久山町研究の最大の特徴は、この剖検率の高さにあります。正確な死因を知るという点において、剖検以上に正確な診断方法はありません。追跡調査の精度も高いことも特徴です。これまでに行方不明となった対象者は数例に過ぎず、追跡率は99%以上です。また、久山町研究では40歳以上の住民を5年ごとに集団に新しく加えているため、生活習慣の移り変わりの影響や、危険因子の変遷をもうかがい知ることができます。

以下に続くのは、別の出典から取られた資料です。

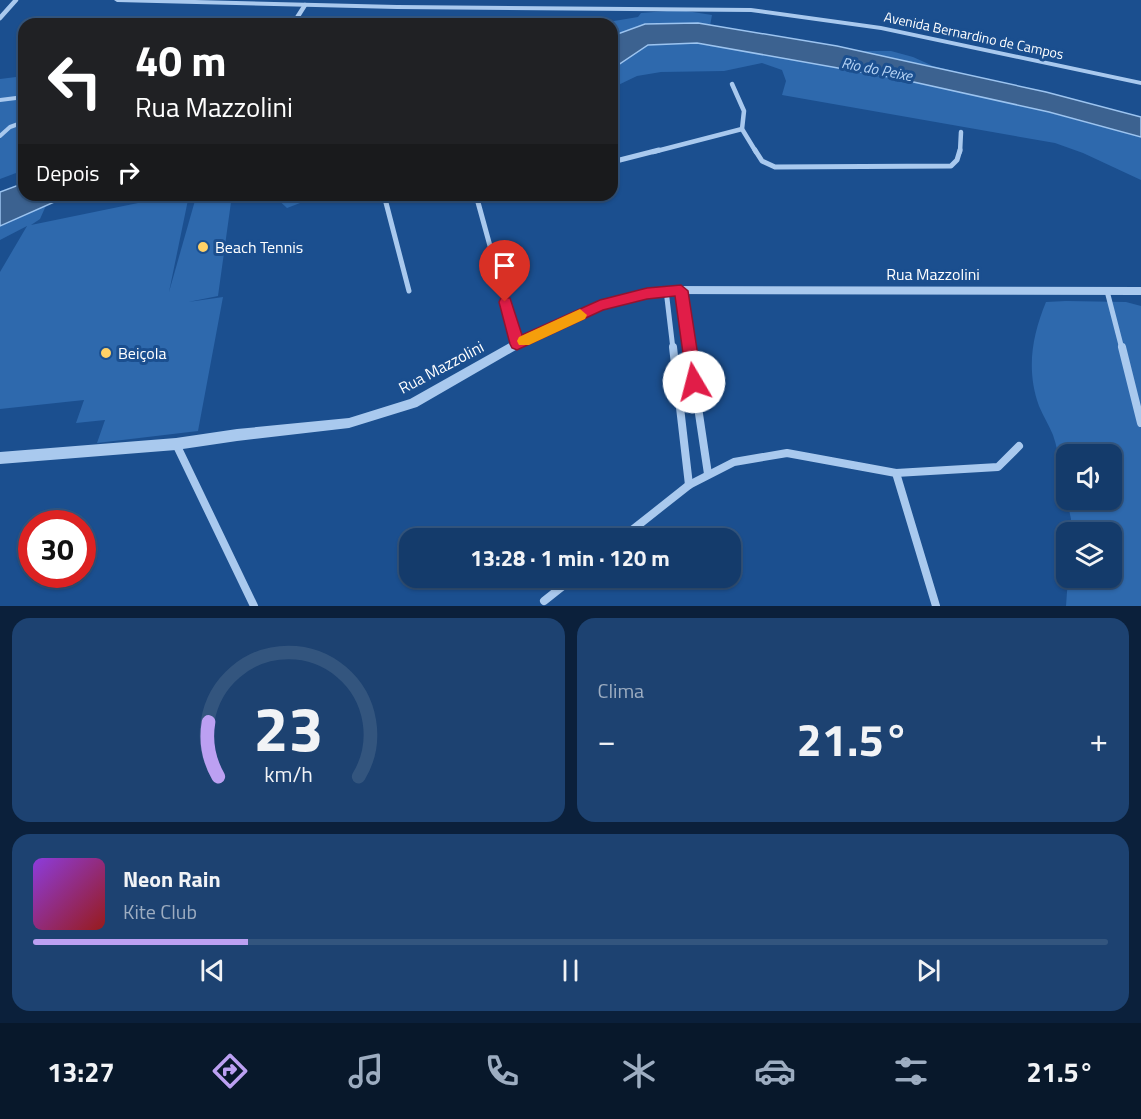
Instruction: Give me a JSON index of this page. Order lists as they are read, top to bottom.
{
  "streets": {
    "street": ["Avenida Bernardino de Campos", "Rua Mazzolini"]
  },
  "water": ["Rio do Peixe"],
  "places": ["Beach Tennis", "Beiçola"],
  "page": {
    "turn": ["40 m", "Rua Mazzolini"],
    "then": "Depois",
    "limit": "30",
    "trip": "13:28 · 1 min · 120 m",
    "tile": "Clima",
    "heat": ["−", "21.5°", "+"],
    "song": ["Neon Rain", "Kite Club"],
    "tabs": ["13:27", "21.5°"],
    "gauge": ["23", "km/h"]
  }
}
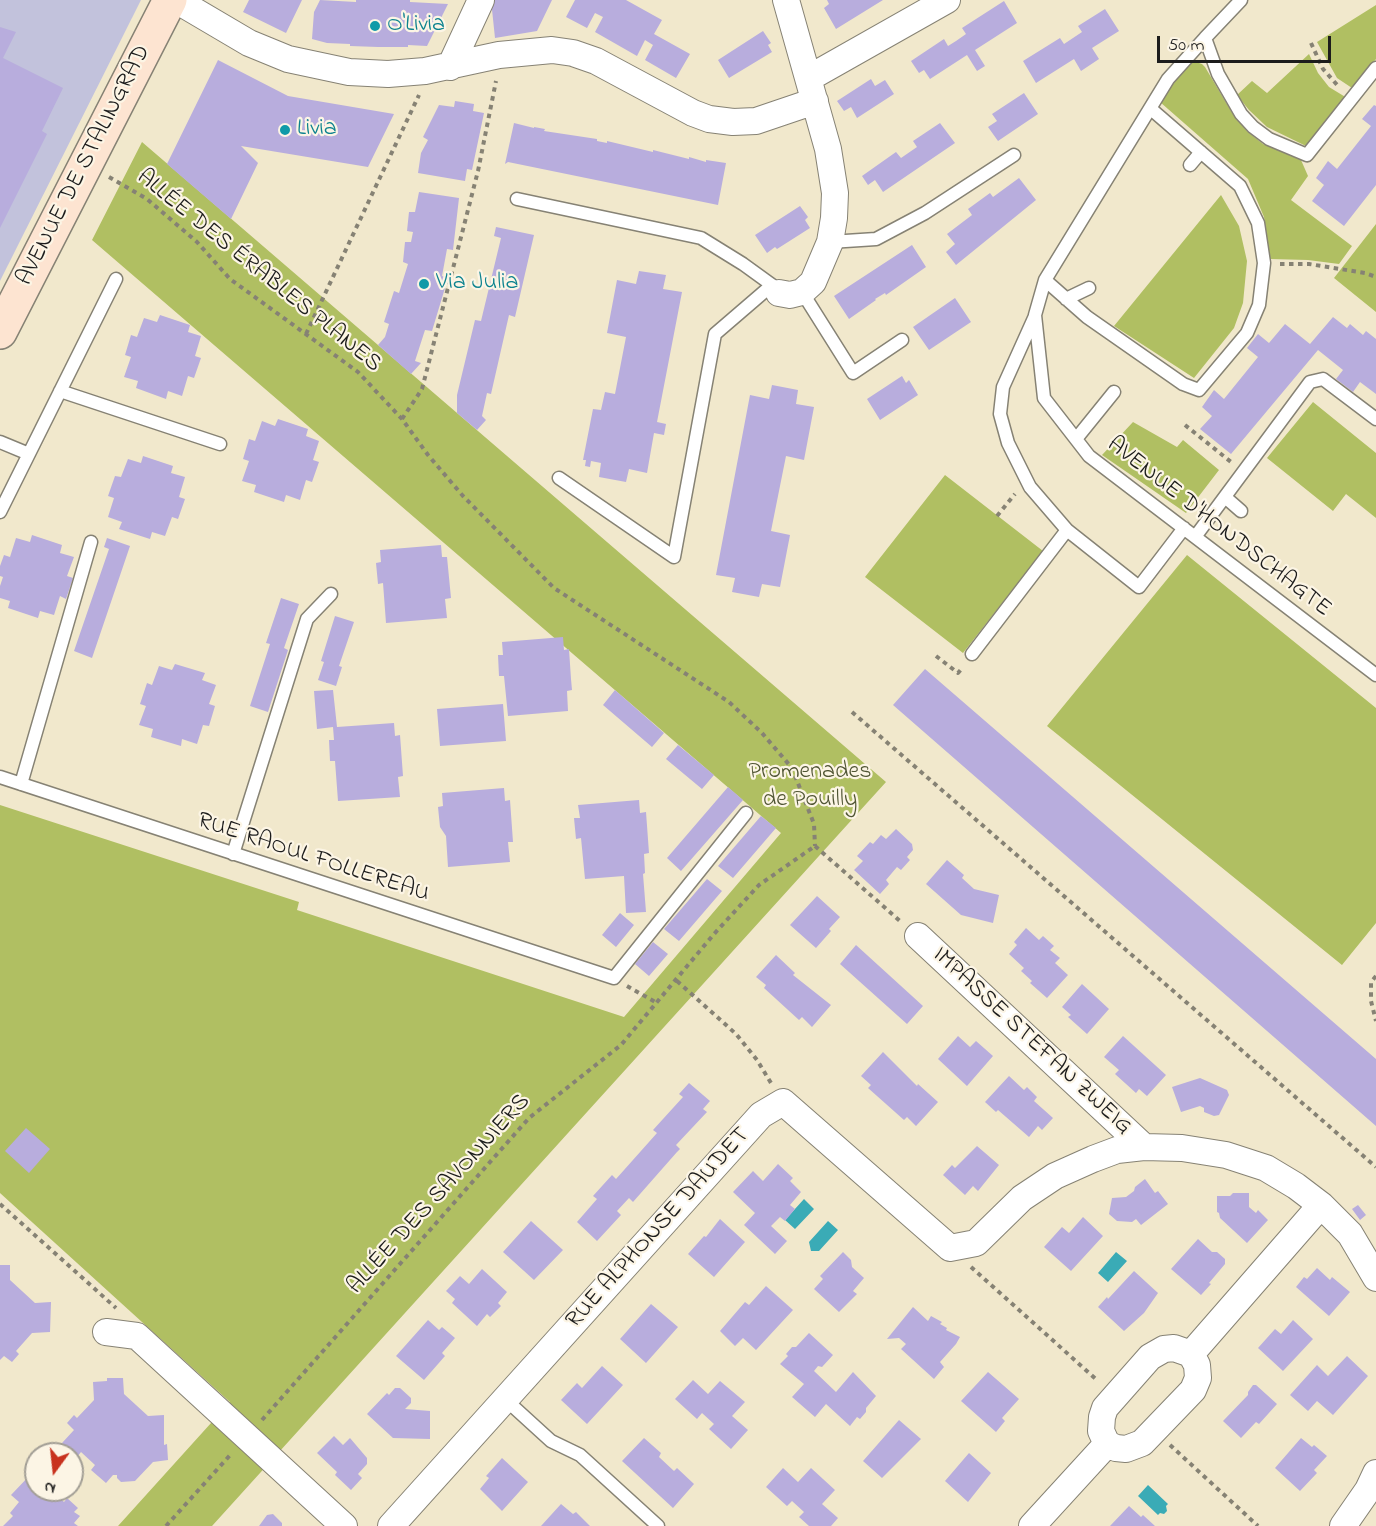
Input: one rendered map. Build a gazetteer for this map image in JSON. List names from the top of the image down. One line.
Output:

最近では、九州大学病態機能内科学のみならず、九州大学環境医学分野、附属総合コホートセンター、精神科神経科、心療内科、循環器内科、呼吸器科、眼科、予防歯科、健康科学センターなどから大学院生や若手研究者が集まり、研究テーマが生活習慣病全体に広がっています。久山町研究は、臨床と疫学の両方を俯瞰できる幅広い視野を持つ人材を育てるユニークな疫学研究でもあります。さらに、2002年に、従来の環境因子に遺伝子解析(SNPs)を加えた生活習慣病のゲノム疫学がわが国で初めて開始され、成果をあげています。また、ハワイのクアキニヘルスセンターやシドニー大学のジョージ国際保健研究所と学術交流協定を結び、国際共同研究を推進しています。